Evidence of Alpha in a Momentum-Regime Switching Strategy Applied to Digital Assets

Working Paper — February 2026

Abstract

We present a rigorous statistical evaluation of a systematic long-only strategy that dynamically allocates between Ether (ETH), Bitcoin (BTC), and cash (USDC) on the basis of standardised momentum signals and relative-strength ratios. The strategy is backtested on 2,202 daily observations spanning January 2020 through February 2026. On a risk-adjusted basis, the strategy delivers an annualised Sharpe ratio of 1.20 (Sortino 1.23), compared to 0.91 and 0.86 for passive buy-and-hold ETH and BTC allocations respectively (all Sharpe ratios computed with a 3% risk-free rate).

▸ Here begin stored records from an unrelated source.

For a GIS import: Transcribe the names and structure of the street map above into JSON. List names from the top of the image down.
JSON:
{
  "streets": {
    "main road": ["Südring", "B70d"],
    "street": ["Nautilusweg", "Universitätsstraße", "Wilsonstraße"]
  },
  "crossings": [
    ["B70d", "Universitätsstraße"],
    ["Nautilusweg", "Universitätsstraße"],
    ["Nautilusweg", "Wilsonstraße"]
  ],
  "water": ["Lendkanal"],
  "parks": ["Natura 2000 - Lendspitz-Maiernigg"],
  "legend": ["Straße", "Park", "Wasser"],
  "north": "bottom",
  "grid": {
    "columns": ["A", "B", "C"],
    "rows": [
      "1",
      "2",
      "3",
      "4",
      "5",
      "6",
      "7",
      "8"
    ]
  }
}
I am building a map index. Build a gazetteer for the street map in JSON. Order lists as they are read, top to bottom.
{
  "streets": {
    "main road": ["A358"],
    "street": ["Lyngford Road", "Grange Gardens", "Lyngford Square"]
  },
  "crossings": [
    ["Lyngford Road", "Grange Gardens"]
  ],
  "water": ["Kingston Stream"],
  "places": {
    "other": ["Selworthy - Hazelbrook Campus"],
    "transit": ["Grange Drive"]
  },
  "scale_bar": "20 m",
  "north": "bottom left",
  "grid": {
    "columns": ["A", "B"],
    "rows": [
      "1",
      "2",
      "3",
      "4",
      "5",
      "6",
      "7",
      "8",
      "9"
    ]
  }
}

We subject these results to parameter sensitivity analysis across 448 configurations, walk-forward out-of-sample testing, circular block bootstrap inference, deflated Sharpe ratio adjustment for multiple testing, regime decomposition, and transaction cost stress testing. We find strong evidence of a positive risk premium associated with the strategy's timing mechanism: the excess return t-statistic against the risk-free rate is 2.824 (p = 0.0048), and 100% of tested parameter configurations outperform buy-and-hold ETH on a CAGR basis.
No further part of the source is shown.